When copying the records below, keep every word as it is and drop the images.

Extracted information Start Marker

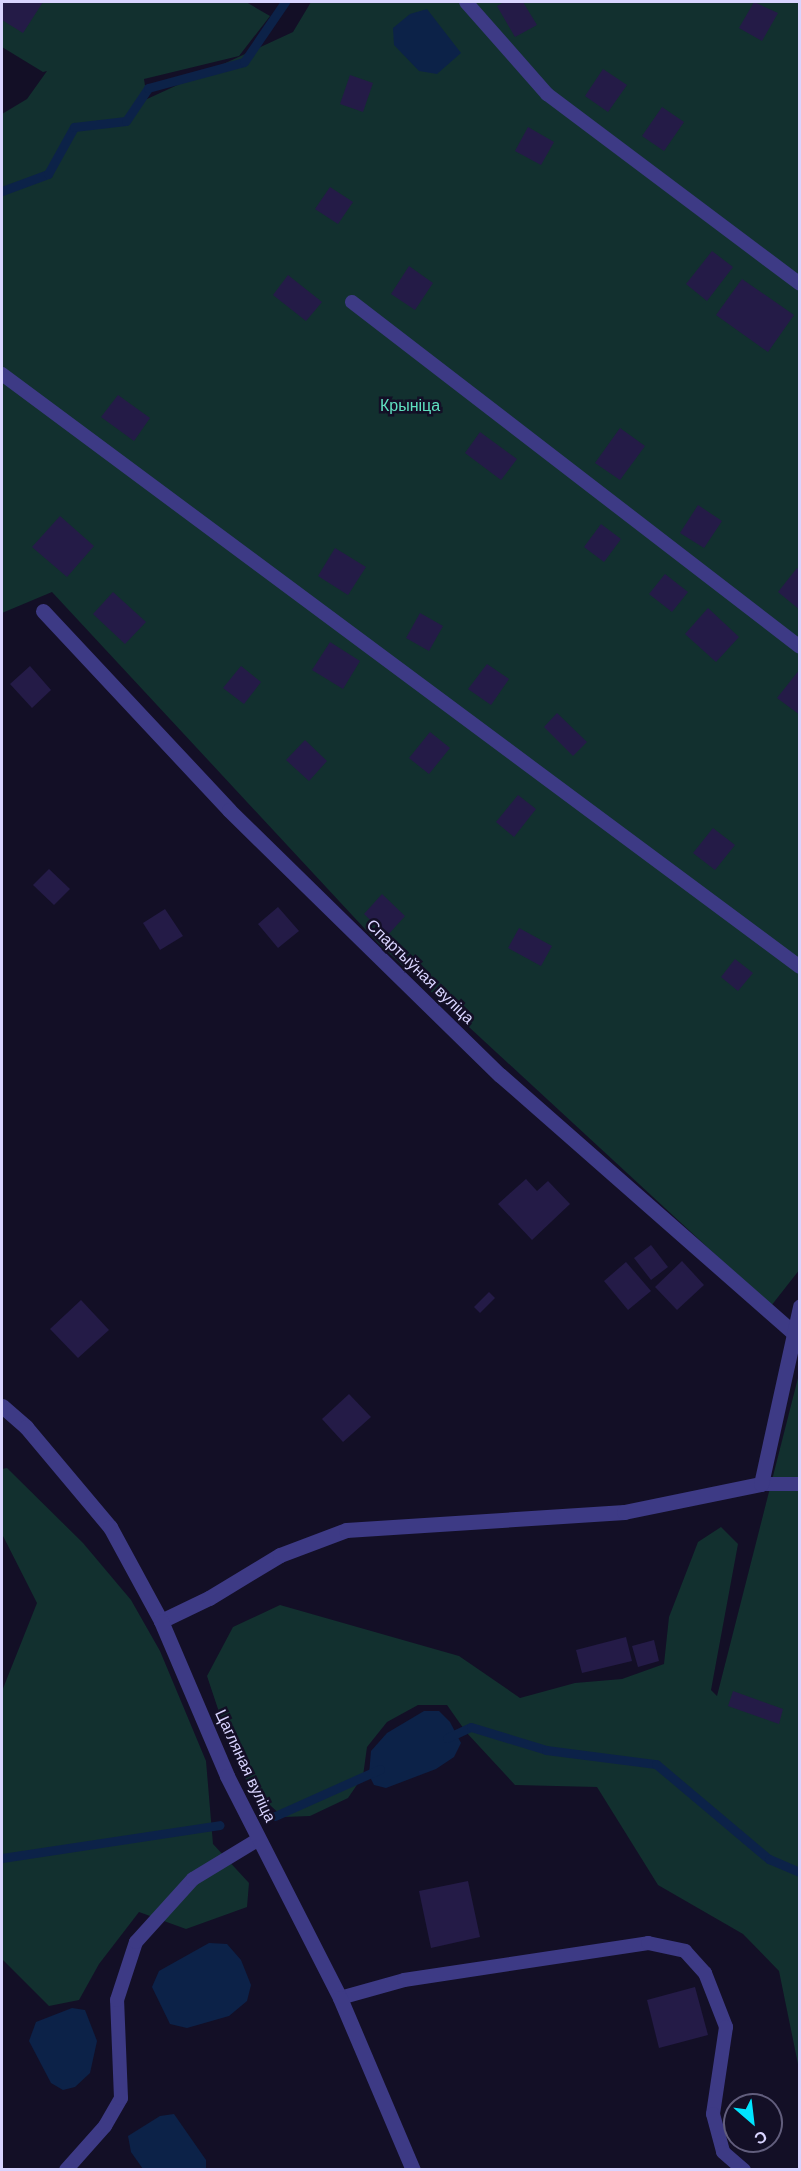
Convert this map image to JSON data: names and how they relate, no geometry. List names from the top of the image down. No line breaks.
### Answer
{"streets":{"street":["Спартыўная вуліца","Цагляная вуліца"]},"parks":["Крыніца"],"north":"bottom right"}
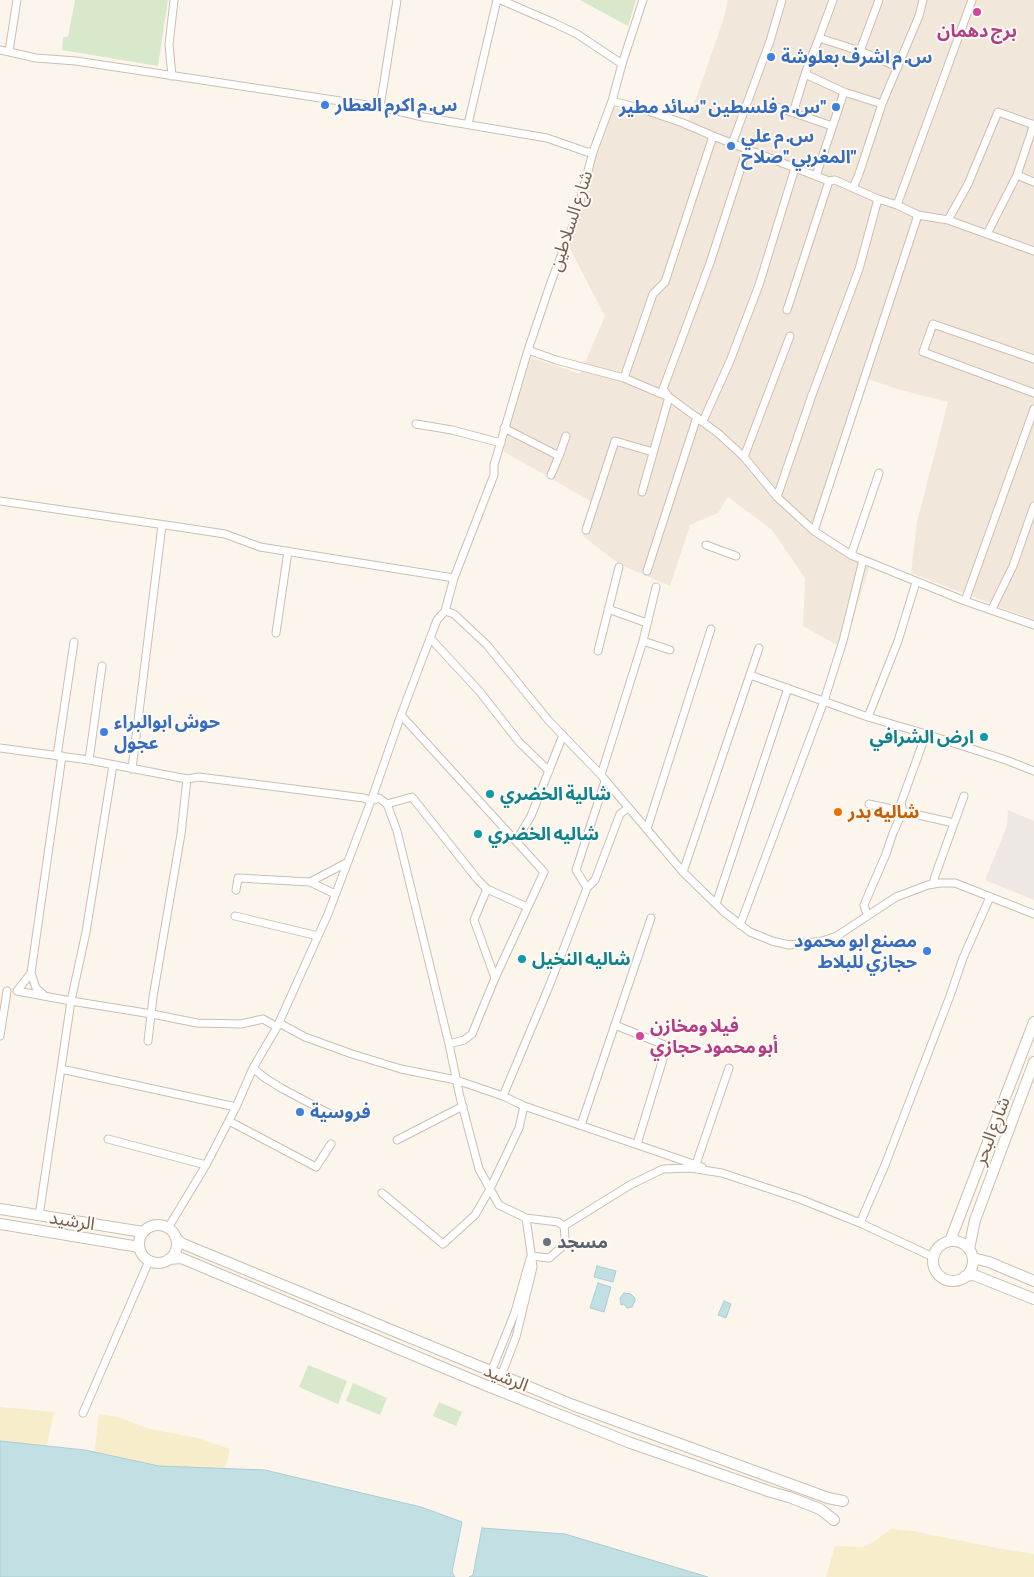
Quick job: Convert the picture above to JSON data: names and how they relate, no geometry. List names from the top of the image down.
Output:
{
  "streets": {
    "main road": ["شارع البحر", "الرشيد"],
    "street": ["شارع السلاطين"]
  },
  "crossings": [
    ["شارع السلاطين", "الرشيد"]
  ],
  "places": [
    "برج دهمان",
    "س. م اشرف بعلوشة",
    "س. م اكرم العطار",
    "س. م فلسطين \"سائد مطير\"",
    "س. م علي المغربي \"صلاح\"",
    "حوش ابوالبراء عجول",
    "ارض الشرافي",
    "شالية الخضري",
    "شاليه بدر",
    "شاليه الخضري",
    "مصنع ابو محمود حجازي للبلاط",
    "شاليه النخيل",
    "فيلا ومخازن أبو محمود حجازي",
    "فروسية",
    "مسجد"
  ]
}
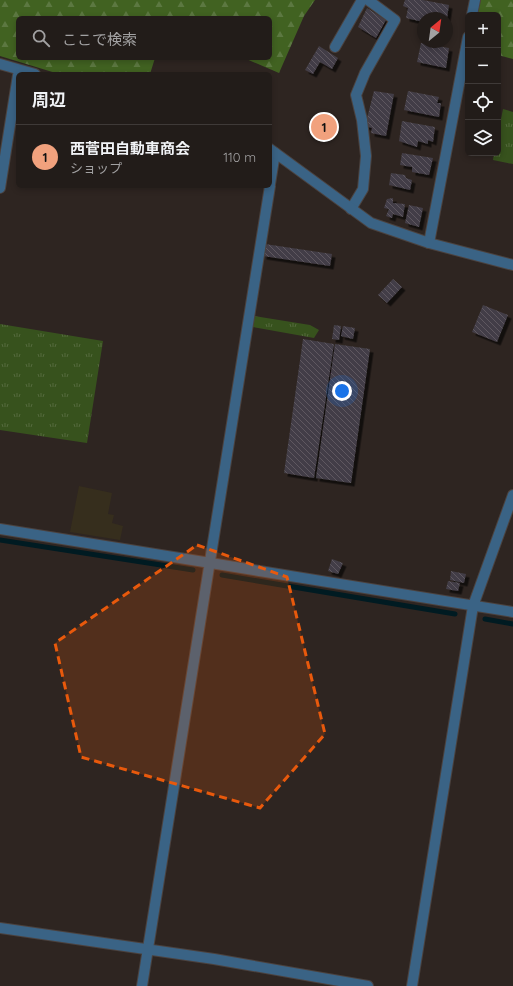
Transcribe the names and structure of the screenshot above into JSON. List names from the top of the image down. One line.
{"north":"top right","page":{"map_buttons":["+","−"],"search":"ここで検索","heading":"周辺","pins":"1","list":[{"mark":"1","name":"西菅田自動車商会","note":"ショップ","value":"110 m"}]}}
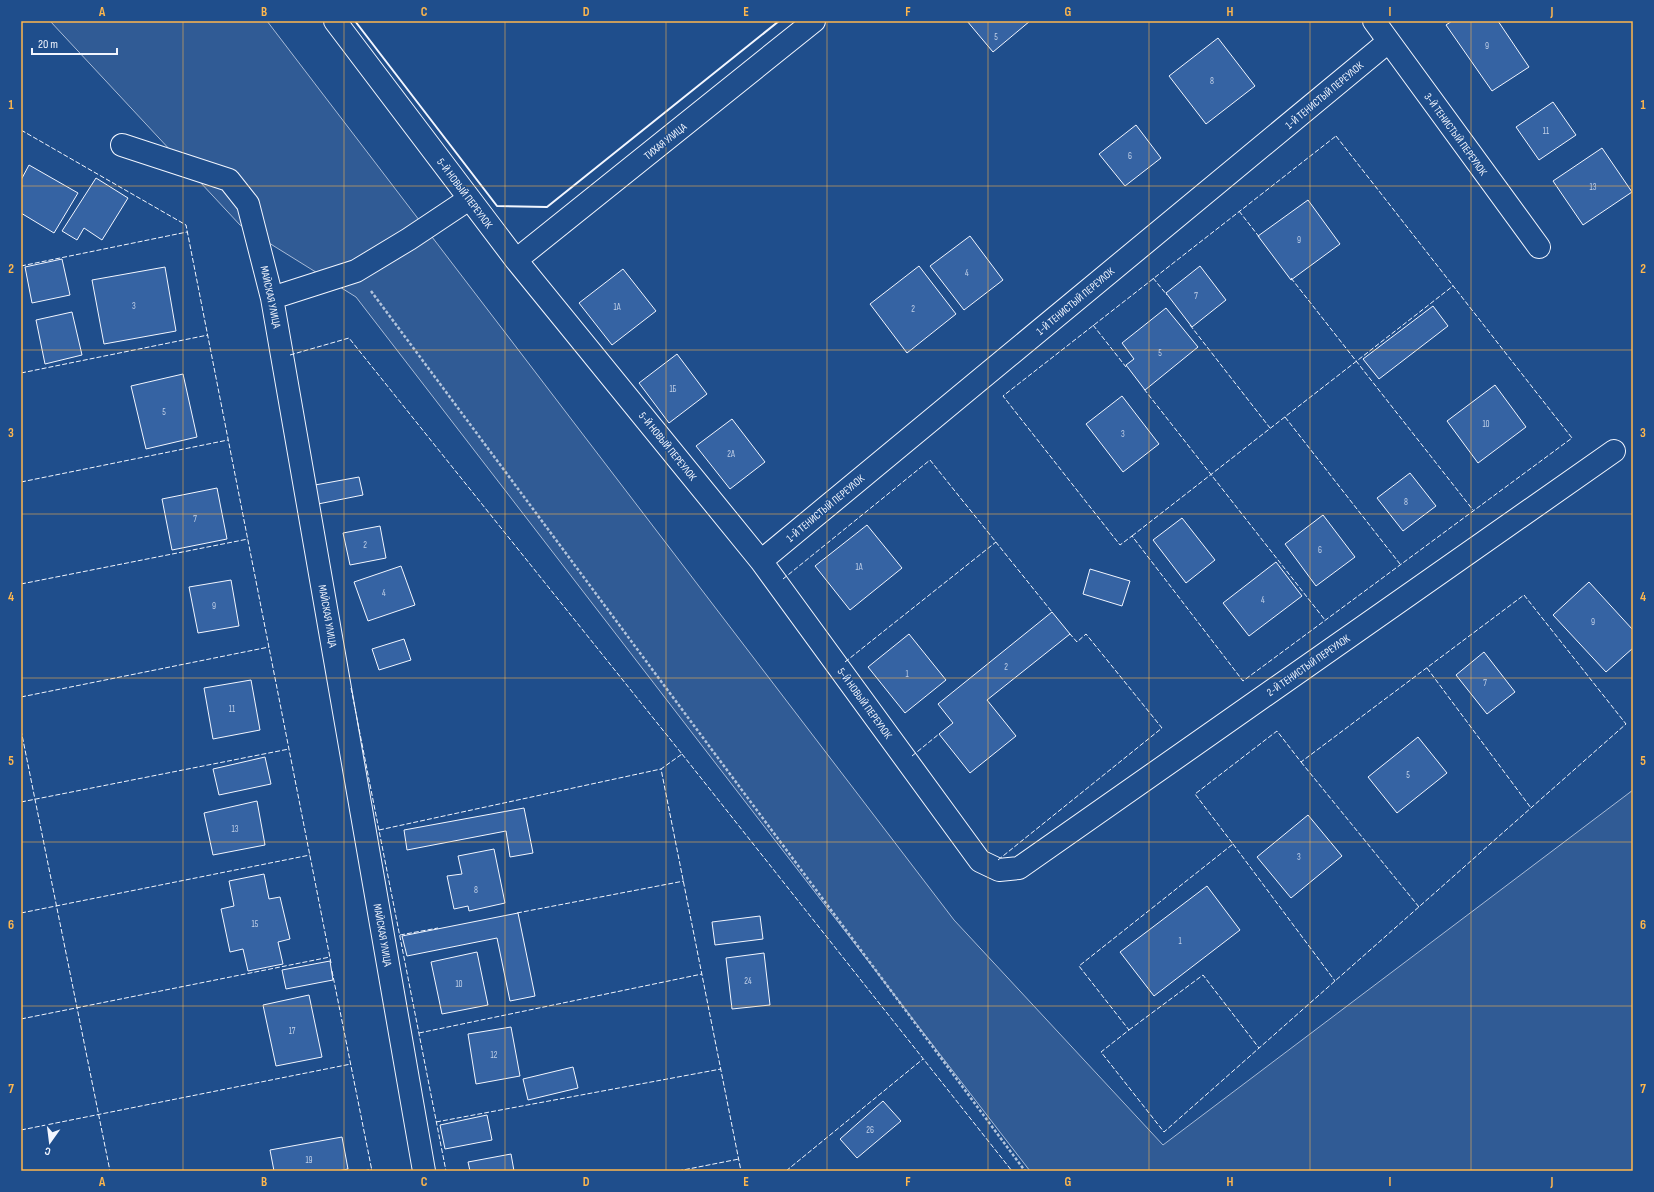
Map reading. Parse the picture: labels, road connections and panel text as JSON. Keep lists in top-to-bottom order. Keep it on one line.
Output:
{"streets":{"street":["1-Й ТЕНИСТЫЙ ПЕРЕУЛОК","3-Й ТЕНИСТЫЙ ПЕРЕУЛОК","ТИХАЯ УЛИЦА","5-Й НОВЫЙ ПЕРЕУЛОК","МАЙСКАЯ УЛИЦА","2-Й ТЕНИСТЫЙ ПЕРЕУЛОК"]},"crossings":[["1-Й ТЕНИСТЫЙ ПЕРЕУЛОК","3-Й ТЕНИСТЫЙ ПЕРЕУЛОК"],["1-Й ТЕНИСТЫЙ ПЕРЕУЛОК","5-Й НОВЫЙ ПЕРЕУЛОК"],["ТИХАЯ УЛИЦА","5-Й НОВЫЙ ПЕРЕУЛОК"],["5-Й НОВЫЙ ПЕРЕУЛОК","2-Й ТЕНИСТЫЙ ПЕРЕУЛОК"]],"house_numbers":["5","9","8","11","6","13","9","4","7","3","1А","2","5","1Б","5","10","3","2А","8","7","2","6","1А","4","4","9","9","2","1","7","11","5","13","3","8","15","1","24","10","17","12","26","19"],"scale_bar":"20 m","north":"bottom","grid":{"columns":["A","B","C","D","E","F","G","H","I","J"],"rows":["1","2","3","4","5","6","7"]}}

Extracted information End Marker

Response for this exercise ->
Convert this map image to JSON data: names and how they relate, no geometry. List names from the top of the image down. No line breaks.
### Answer
{"streets":{"street":["Спартыўная вуліца","Цагляная вуліца"]},"parks":["Крыніца"],"north":"bottom right"}
Quick job: Convert the picture above to JSON data: names and how they relate, no geometry. List names from the top of the image down.
Output:
{
  "streets": {
    "main road": ["شارع البحر", "الرشيد"],
    "street": ["شارع السلاطين"]
  },
  "crossings": [
    ["شارع السلاطين", "الرشيد"]
  ],
  "places": [
    "برج دهمان",
    "س. م اشرف بعلوشة",
    "س. م اكرم العطار",
    "س. م فلسطين \"سائد مطير\"",
    "س. م علي المغربي \"صلاح\"",
    "حوش ابوالبراء عجول",
    "ارض الشرافي",
    "شالية الخضري",
    "شاليه بدر",
    "شاليه الخضري",
    "مصنع ابو محمود حجازي للبلاط",
    "شاليه النخيل",
    "فيلا ومخازن أبو محمود حجازي",
    "فروسية",
    "مسجد"
  ]
}
Transcribe the names and structure of the screenshot above into JSON. List names from the top of the image down. One line.
{"north":"top right","page":{"map_buttons":["+","−"],"search":"ここで検索","heading":"周辺","pins":"1","list":[{"mark":"1","name":"西菅田自動車商会","note":"ショップ","value":"110 m"}]}}
Map reading. Parse the picture: labels, road connections and panel text as JSON. Keep lists in top-to-bottom order. Keep it on one line.
Output:
{"streets":{"street":["1-Й ТЕНИСТЫЙ ПЕРЕУЛОК","3-Й ТЕНИСТЫЙ ПЕРЕУЛОК","ТИХАЯ УЛИЦА","5-Й НОВЫЙ ПЕРЕУЛОК","МАЙСКАЯ УЛИЦА","2-Й ТЕНИСТЫЙ ПЕРЕУЛОК"]},"crossings":[["1-Й ТЕНИСТЫЙ ПЕРЕУЛОК","3-Й ТЕНИСТЫЙ ПЕРЕУЛОК"],["1-Й ТЕНИСТЫЙ ПЕРЕУЛОК","5-Й НОВЫЙ ПЕРЕУЛОК"],["ТИХАЯ УЛИЦА","5-Й НОВЫЙ ПЕРЕУЛОК"],["5-Й НОВЫЙ ПЕРЕУЛОК","2-Й ТЕНИСТЫЙ ПЕРЕУЛОК"]],"house_numbers":["5","9","8","11","6","13","9","4","7","3","1А","2","5","1Б","5","10","3","2А","8","7","2","6","1А","4","4","9","9","2","1","7","11","5","13","3","8","15","1","24","10","17","12","26","19"],"scale_bar":"20 m","north":"bottom","grid":{"columns":["A","B","C","D","E","F","G","H","I","J"],"rows":["1","2","3","4","5","6","7"]}}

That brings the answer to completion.